The problem: Return verbatim every line from the first line of the data below to the line that contains "Convert the image", inclusive, and no further.

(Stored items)
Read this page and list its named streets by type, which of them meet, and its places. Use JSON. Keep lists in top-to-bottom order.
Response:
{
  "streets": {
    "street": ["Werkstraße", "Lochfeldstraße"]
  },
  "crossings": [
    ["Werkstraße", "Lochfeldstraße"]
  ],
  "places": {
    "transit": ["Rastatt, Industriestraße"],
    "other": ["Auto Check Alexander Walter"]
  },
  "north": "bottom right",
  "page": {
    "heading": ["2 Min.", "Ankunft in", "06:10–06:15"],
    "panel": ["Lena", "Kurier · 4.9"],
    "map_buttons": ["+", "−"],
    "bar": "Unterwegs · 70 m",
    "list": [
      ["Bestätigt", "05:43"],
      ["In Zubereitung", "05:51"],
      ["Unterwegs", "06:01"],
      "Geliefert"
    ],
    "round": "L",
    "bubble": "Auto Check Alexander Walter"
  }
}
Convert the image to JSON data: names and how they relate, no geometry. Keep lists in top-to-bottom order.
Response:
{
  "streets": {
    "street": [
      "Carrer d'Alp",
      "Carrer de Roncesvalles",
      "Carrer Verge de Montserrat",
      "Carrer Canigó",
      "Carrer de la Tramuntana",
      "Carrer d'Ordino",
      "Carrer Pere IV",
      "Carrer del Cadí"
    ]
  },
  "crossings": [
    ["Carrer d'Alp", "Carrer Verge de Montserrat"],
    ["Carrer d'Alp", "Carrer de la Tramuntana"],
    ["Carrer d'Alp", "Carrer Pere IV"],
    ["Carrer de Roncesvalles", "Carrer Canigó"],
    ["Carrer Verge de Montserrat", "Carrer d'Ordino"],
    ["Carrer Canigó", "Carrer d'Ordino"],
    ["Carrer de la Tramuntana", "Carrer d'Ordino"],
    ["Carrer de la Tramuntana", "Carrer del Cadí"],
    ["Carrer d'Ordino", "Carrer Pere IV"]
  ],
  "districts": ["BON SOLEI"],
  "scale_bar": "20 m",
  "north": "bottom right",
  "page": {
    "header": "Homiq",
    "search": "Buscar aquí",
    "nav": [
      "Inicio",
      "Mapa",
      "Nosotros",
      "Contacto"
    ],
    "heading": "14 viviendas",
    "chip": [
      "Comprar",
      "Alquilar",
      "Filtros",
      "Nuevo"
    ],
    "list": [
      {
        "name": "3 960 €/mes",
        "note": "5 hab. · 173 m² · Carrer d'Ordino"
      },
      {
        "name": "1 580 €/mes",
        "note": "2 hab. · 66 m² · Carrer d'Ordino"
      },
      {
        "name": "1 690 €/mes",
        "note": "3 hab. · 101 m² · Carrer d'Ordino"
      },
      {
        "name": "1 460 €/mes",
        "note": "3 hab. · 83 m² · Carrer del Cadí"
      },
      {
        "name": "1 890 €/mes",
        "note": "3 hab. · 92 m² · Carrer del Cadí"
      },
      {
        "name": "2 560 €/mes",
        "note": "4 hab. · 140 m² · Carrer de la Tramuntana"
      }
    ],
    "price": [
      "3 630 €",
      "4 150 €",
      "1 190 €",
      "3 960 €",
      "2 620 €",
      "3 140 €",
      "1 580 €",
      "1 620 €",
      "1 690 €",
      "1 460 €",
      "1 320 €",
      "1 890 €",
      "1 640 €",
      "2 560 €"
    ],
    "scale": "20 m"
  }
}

Answer box:
Read this page and list its named streets by type, which of them meet, and its places. Use JSON. Keep lists in top-to-bottom order.
Response:
{
  "streets": {
    "street": ["Werkstraße", "Lochfeldstraße"]
  },
  "crossings": [
    ["Werkstraße", "Lochfeldstraße"]
  ],
  "places": {
    "transit": ["Rastatt, Industriestraße"],
    "other": ["Auto Check Alexander Walter"]
  },
  "north": "bottom right",
  "page": {
    "heading": ["2 Min.", "Ankunft in", "06:10–06:15"],
    "panel": ["Lena", "Kurier · 4.9"],
    "map_buttons": ["+", "−"],
    "bar": "Unterwegs · 70 m",
    "list": [
      ["Bestätigt", "05:43"],
      ["In Zubereitung", "05:51"],
      ["Unterwegs", "06:01"],
      "Geliefert"
    ],
    "round": "L",
    "bubble": "Auto Check Alexander Walter"
  }
}
Convert the image to JSON data: names and how they relate, no geometry. Keep lists in top-to-bottom order.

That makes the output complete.